The SCWR system is primarily designed for efficient electricity production, with an option for actinide management based on two options in the core design: the SCWR may have a thermal or fast-spectrum reactor; the second is a closed cycle with a fast-spectrum reactor and full actinide recycle based on advanced aqueous processing at a central location.

This diagram illustrates a schematic concept of the reactor system and does not represent the reference design.

The Very-High-Temperature Reactor (VHTR) is a graphite-moderated, helium-cooled reactor with a thermal neutron spectrum.

The VHTR is designed to be a high-efficiency system, which can supply electricity and process heat to a broad spectrum of high-temperature and energy-intensive processes.

The reference reactor is a 600 MWth core connected to an intermediate heat exchanger to deliver process heat. The reactor core can be a prismatic block core or a pebble-bed core according to the fuel particles assembly. Fuel particles are coated with successive material layers, high temperature resistant, then formed either into fuel compacts embedded in graphite block for the prismatic block-type core reactor, or formed into graphite coated pebbles. The reactor supplies heat with core outlet temperatures up to 1,000 degrees Celsius, which enables such applications as hydrogen production or process heat for the petrochemical industry. As a nuclear heat application, hydrogen can be efficiently produced from only heat and water by using thermochemical iodine-sulfur process, or high temperature electrolysis process or with additional natural gas by applying the steam reformer technology.

Thus, the VHTR offers a high-efficiency electricity production and a broad range of process heat applications, while retaining the desirable safety characteristics in normal as well as off-normal events. Solutions to adequate waste management will be developed. The basic technology for the VHTR has been well established in former High Temperature Gas Reactors plants, such as the US Fort Saint Vrain and Peach Bottom prototypes, and the German AVR and THTR prototypes. The technology is being advanced through near or medium term projects lead by several plant vendors and national laboratories, such as: PBMR, GT-HTR300C, ANTARES, NHDD, GT-MHR and NGNP in South Africa, Japan, France, South Korea and the United States.

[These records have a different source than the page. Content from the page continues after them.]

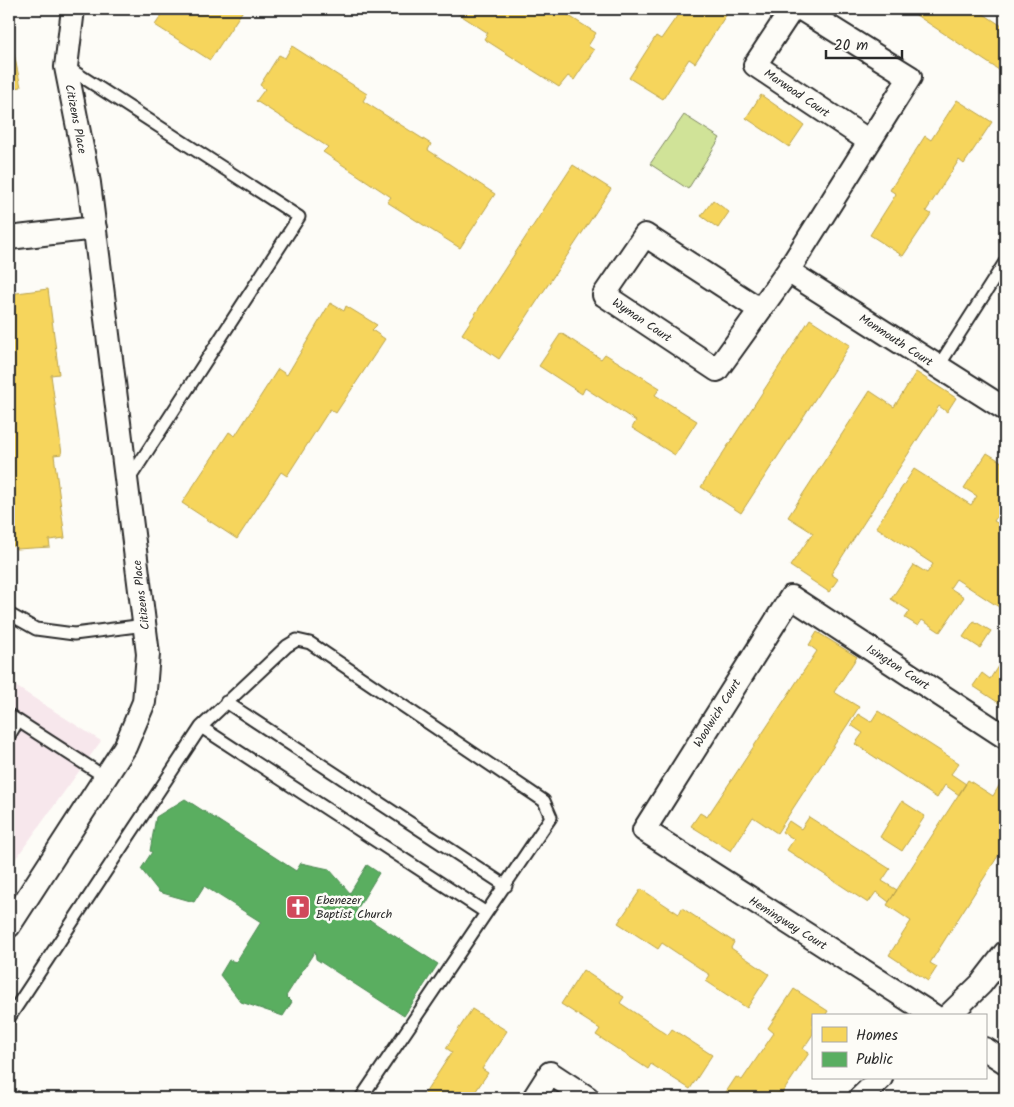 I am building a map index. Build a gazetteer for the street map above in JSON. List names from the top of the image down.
{
  "streets": {
    "street": [
      "Marwood Court",
      "Citizens Place",
      "Wyman Court",
      "Monmouth Court",
      "Isington Court",
      "Woolwich Court",
      "Hemingway Court"
    ]
  },
  "crossings": [
    ["Wyman Court", "Monmouth Court"],
    ["Isington Court", "Woolwich Court"],
    ["Woolwich Court", "Hemingway Court"]
  ],
  "places": {
    "church": ["Ebenezer Baptist Church"]
  },
  "legend": ["Homes", "Public"],
  "scale_bar": "20 m"
}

Experimental reactors: HTTR (Japan, 30 MWth) and HTR-10 (China, 10 MWth) support the advanced concept development, and the cogeneration of electricity and nuclear heat application.

This diagram illustrates a schematic concept of the reactor system and does not represent the reference design.

 

Technology Roadmap for Generation IV Nuclear Energy Systems

The technology roadmap defines and plans the necessary research and development (R&D) to support the next generation of innovative nuclear energy systems known as Generation IV. The roadmap has been an international effort of ten countries, including Argentina, Brazil, Canada, France, Japan, Korea, South Africa, Switzerland, the United Kingdom, and the United States, the International Atomic Energy Agency, and the OECD Nuclear Energy Agency.

Beginning in 2001, over 100 experts from these countries and international organizations began work on defining the goals for new systems, identifying many promising concepts, and evaluating them, and defining the R&D needed for the most promising systems. By the end of 2002, the work resulted in a description of the six most promising systems and their associated R&D needs. The six systems feature increased safety, improved economics for electricity production and new products such as hydrogen for transportation applications, reduced nuclear wastes for disposal, and increased proliferation resistance.